I want to copy the files from a folder (named: 1) to multiple folders based on the number of files (here: 50).
The code given below works. I transferred all the files from the folder to the subfolders based on number of files and then copied back all the files in the directory back to the initial folder.

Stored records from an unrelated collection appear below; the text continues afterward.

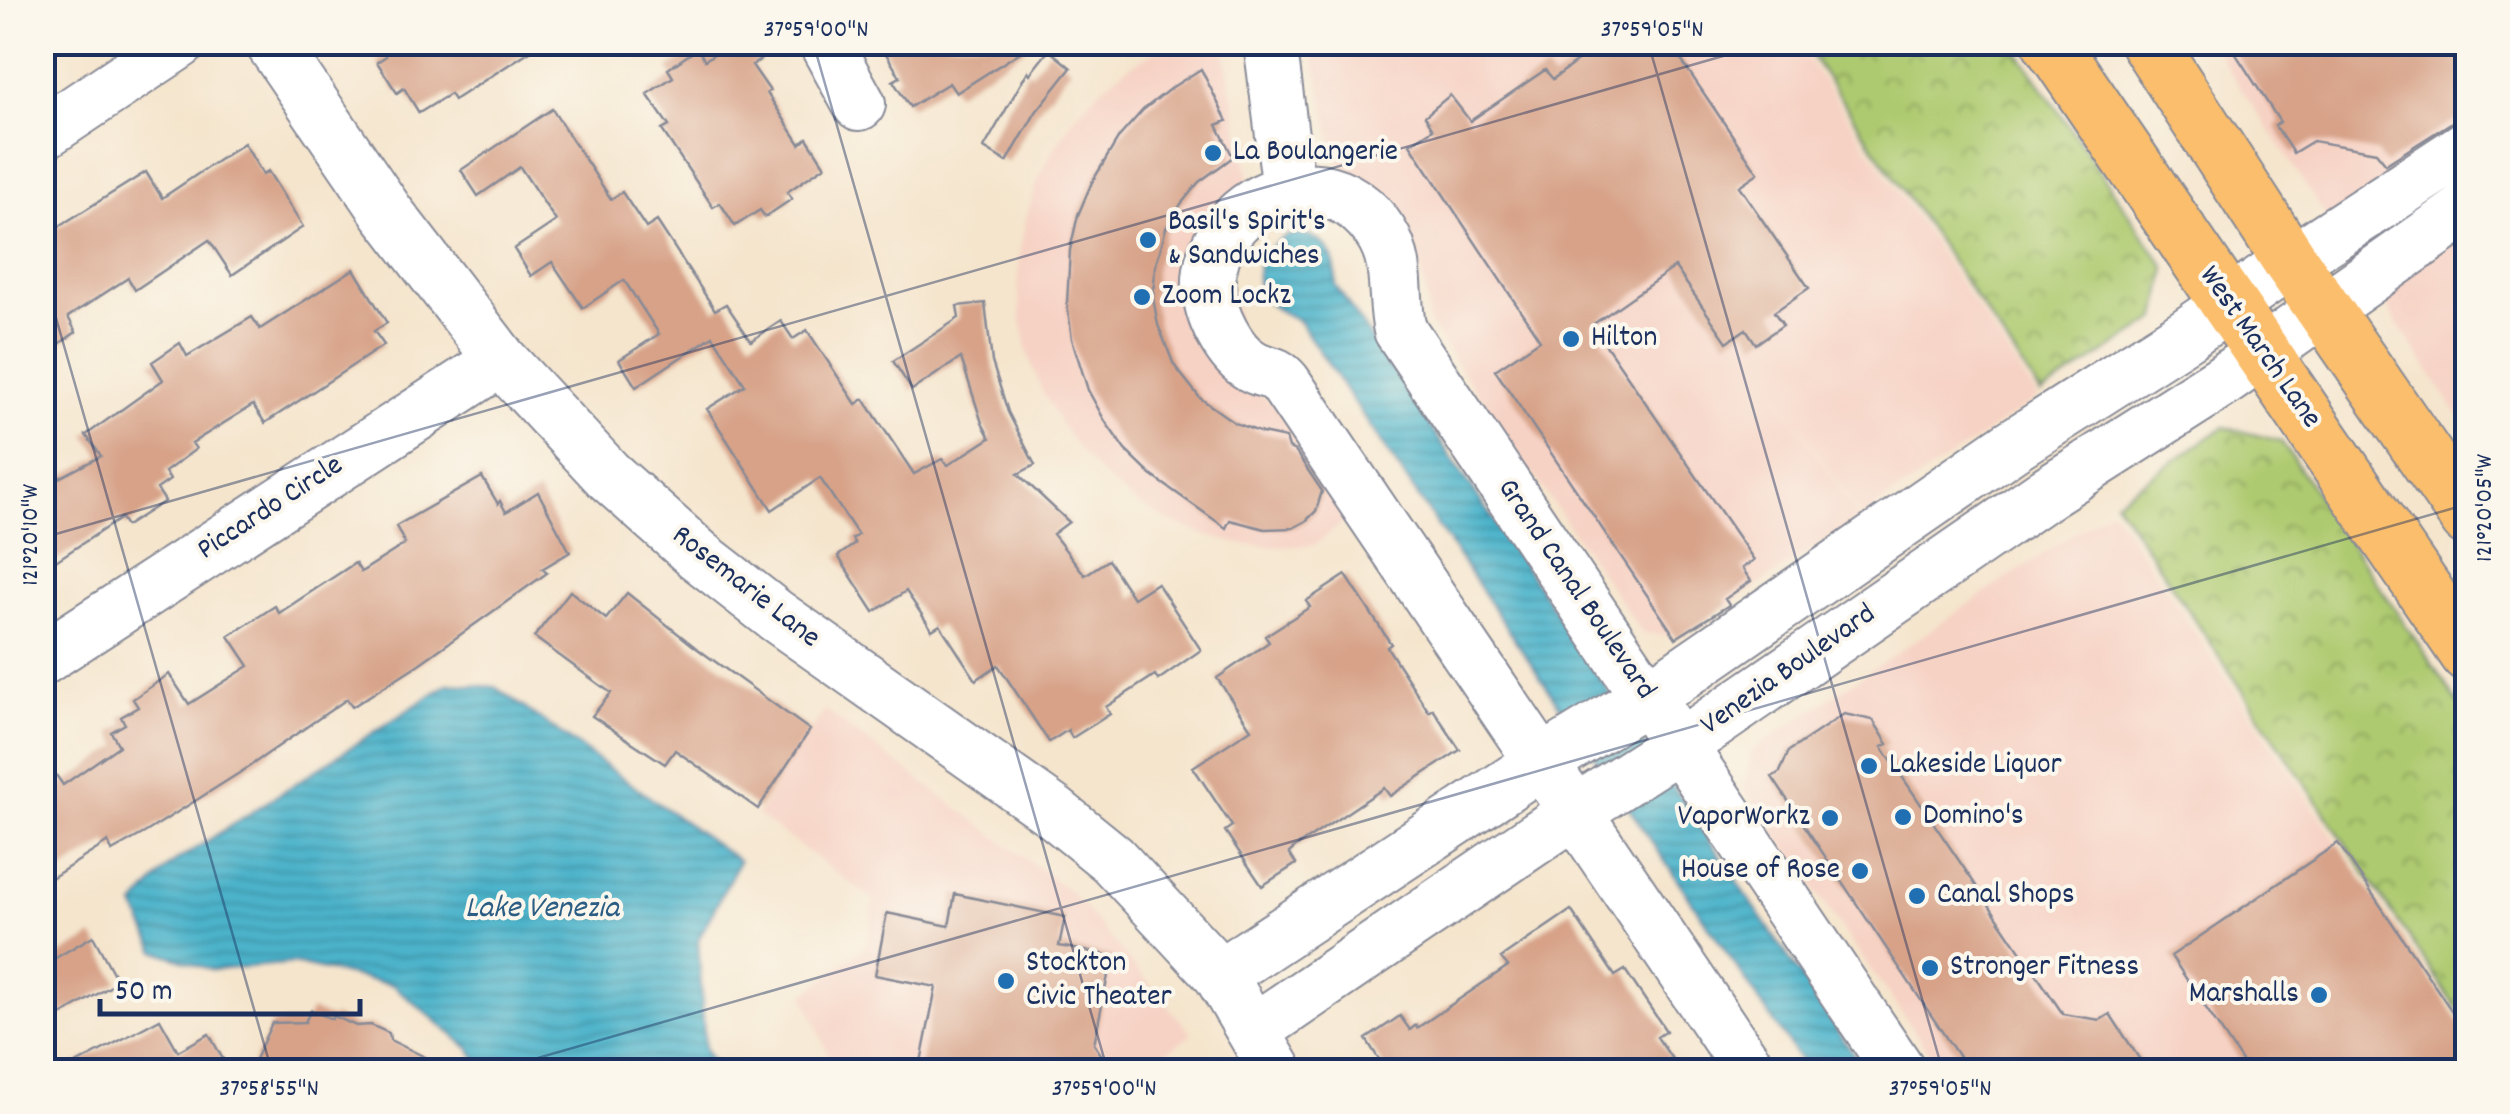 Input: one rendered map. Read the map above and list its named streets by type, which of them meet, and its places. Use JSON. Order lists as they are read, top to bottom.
{
  "streets": {
    "main road": ["West March Lane"],
    "street": [
      "Piccardo Circle",
      "Rosemarie Lane",
      "Grand Canal Boulevard",
      "Venezia Boulevard"
    ]
  },
  "crossings": [
    ["West March Lane", "Venezia Boulevard"],
    ["Piccardo Circle", "Rosemarie Lane"],
    ["Rosemarie Lane", "Venezia Boulevard"],
    ["Grand Canal Boulevard", "Venezia Boulevard"]
  ],
  "water": ["Lake Venezia"],
  "places": [
    "La Boulangerie",
    "Basil's Spirit's & Sandwiches",
    "Zoom Lockz",
    "Hilton",
    "Lakeside Liquor",
    "Domino's",
    "VaporWorkz",
    "House of Rose",
    "Canal Shops",
    "Stronger Fitness",
    "Stockton Civic Theater",
    "Marshalls"
  ],
  "scale_bar": "50 m",
  "coordinates": [
    "37°59'00\"N",
    "37°59'05\"N",
    "121°20'05\"W",
    "121°20'10\"W",
    "37°58'55\"N"
  ]
}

However, I need something cleaner and more efficient. Apologies for the mess below, I'm a nube.
bf=1 #breakfolder
cd 1 #the folder from where I wanna copy stuff, contains 179 files
flies_exist=$(ls -1q * | wc -l) #assign the number of files in folder 1
#move 50 files from 1 to various subfolders
while [ $flies_exist -gt 50 ]
do
mkdir ../CompiledPdfOutput/temp/1-$bf
set --
for f in .* *; do
[ "$#" -lt 50 ] || break
[ -f "$f" ] || continue
[ -L "$f" ] && continue
set -- "$#" "$f"
done
mv -- "$#" ../CompiledPdfOutput/temp/1-$bf/
flies_exist=$(ls -1q * | wc -l)
bf=$(($bf + 1))
done
#mover the rest of the files into one final subdir
mkdir ../CompiledPdfOutput/temp/1-$bf
set --
for f in .* *; do
[ "$#" -lt 50 ] || break
[ -f "$f" ] || continue
[ -L "$f" ] && continue
set -- "$#" "$f"
done
mv -- "$#" ../CompiledPdfOutput/temp/1-$bf/
#get out of 1
cd ..
# copy back the contents from subdir to 1
find CompiledPdfOutput/temp/ -exec cp {} 1 \;
The required directory structure is:
parent
________|________
| |
1 CompiledPdfOutput
| |
(179) temp
|
---------------
| | | |
1-1 1-2 1-3 1-4
(50) (50) (50) (29)
The number inside "()" denotes the number of files.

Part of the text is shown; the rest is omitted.